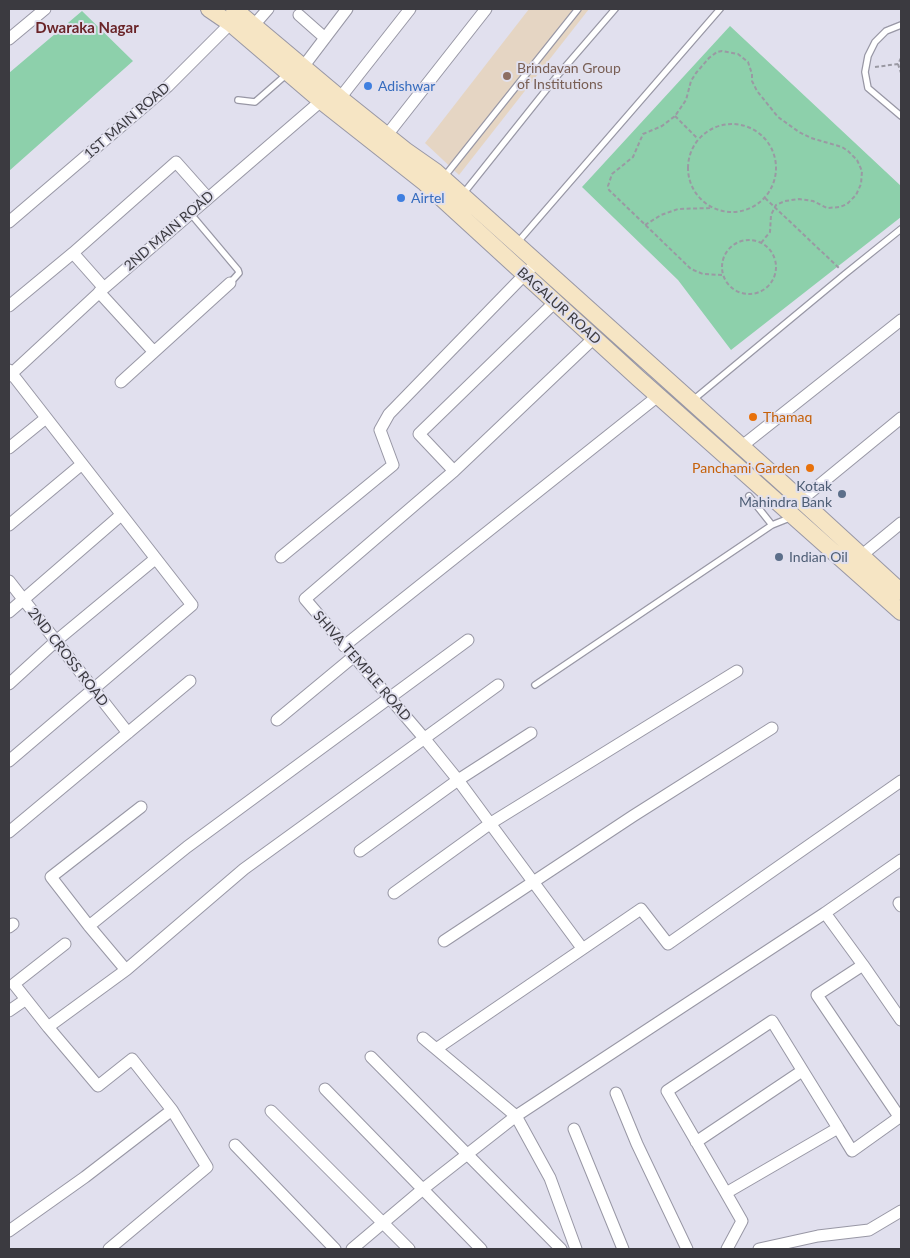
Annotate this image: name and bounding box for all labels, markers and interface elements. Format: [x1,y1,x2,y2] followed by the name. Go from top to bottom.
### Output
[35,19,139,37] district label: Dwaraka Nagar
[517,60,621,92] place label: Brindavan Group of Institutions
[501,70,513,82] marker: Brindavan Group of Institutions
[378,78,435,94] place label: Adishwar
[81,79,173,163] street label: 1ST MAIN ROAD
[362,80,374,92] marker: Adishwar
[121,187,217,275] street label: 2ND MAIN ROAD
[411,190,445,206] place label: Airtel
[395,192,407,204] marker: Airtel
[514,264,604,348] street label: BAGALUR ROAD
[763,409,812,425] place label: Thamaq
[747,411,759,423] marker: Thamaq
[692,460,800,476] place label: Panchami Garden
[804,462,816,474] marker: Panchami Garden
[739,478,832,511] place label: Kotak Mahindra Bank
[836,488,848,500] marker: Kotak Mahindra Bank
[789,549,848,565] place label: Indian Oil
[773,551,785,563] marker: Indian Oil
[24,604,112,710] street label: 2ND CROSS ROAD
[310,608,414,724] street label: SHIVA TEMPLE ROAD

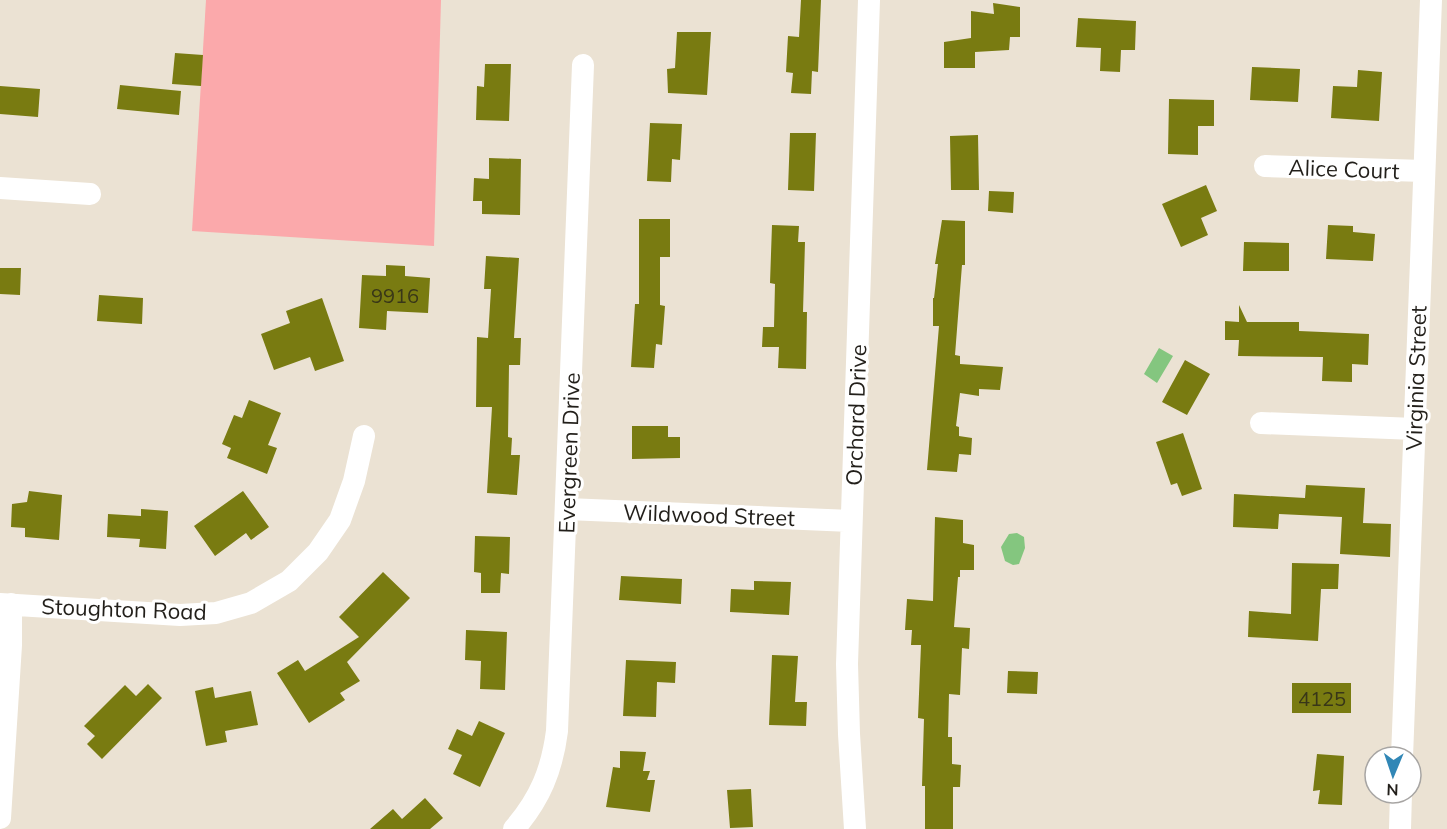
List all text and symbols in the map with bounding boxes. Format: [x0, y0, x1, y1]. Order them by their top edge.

Exercise objective → Go through the listing above and write it out again exactly, dropping the pictures.

Output of the task →
Annotate this image: name and bounding box for all labels, markers and interface elements. Format: [x1,y1,x2,y2] followed by the name. Go from top to bottom.
### Output
[35,19,139,37] district label: Dwaraka Nagar
[517,60,621,92] place label: Brindavan Group of Institutions
[501,70,513,82] marker: Brindavan Group of Institutions
[378,78,435,94] place label: Adishwar
[81,79,173,163] street label: 1ST MAIN ROAD
[362,80,374,92] marker: Adishwar
[121,187,217,275] street label: 2ND MAIN ROAD
[411,190,445,206] place label: Airtel
[395,192,407,204] marker: Airtel
[514,264,604,348] street label: BAGALUR ROAD
[763,409,812,425] place label: Thamaq
[747,411,759,423] marker: Thamaq
[692,460,800,476] place label: Panchami Garden
[804,462,816,474] marker: Panchami Garden
[739,478,832,511] place label: Kotak Mahindra Bank
[836,488,848,500] marker: Kotak Mahindra Bank
[789,549,848,565] place label: Indian Oil
[773,551,785,563] marker: Indian Oil
[24,604,112,710] street label: 2ND CROSS ROAD
[310,608,414,724] street label: SHIVA TEMPLE ROAD

List all text and symbols in the map with bounding boxes. Format: [x0, y0, x1, y1]. Order them by their top edge.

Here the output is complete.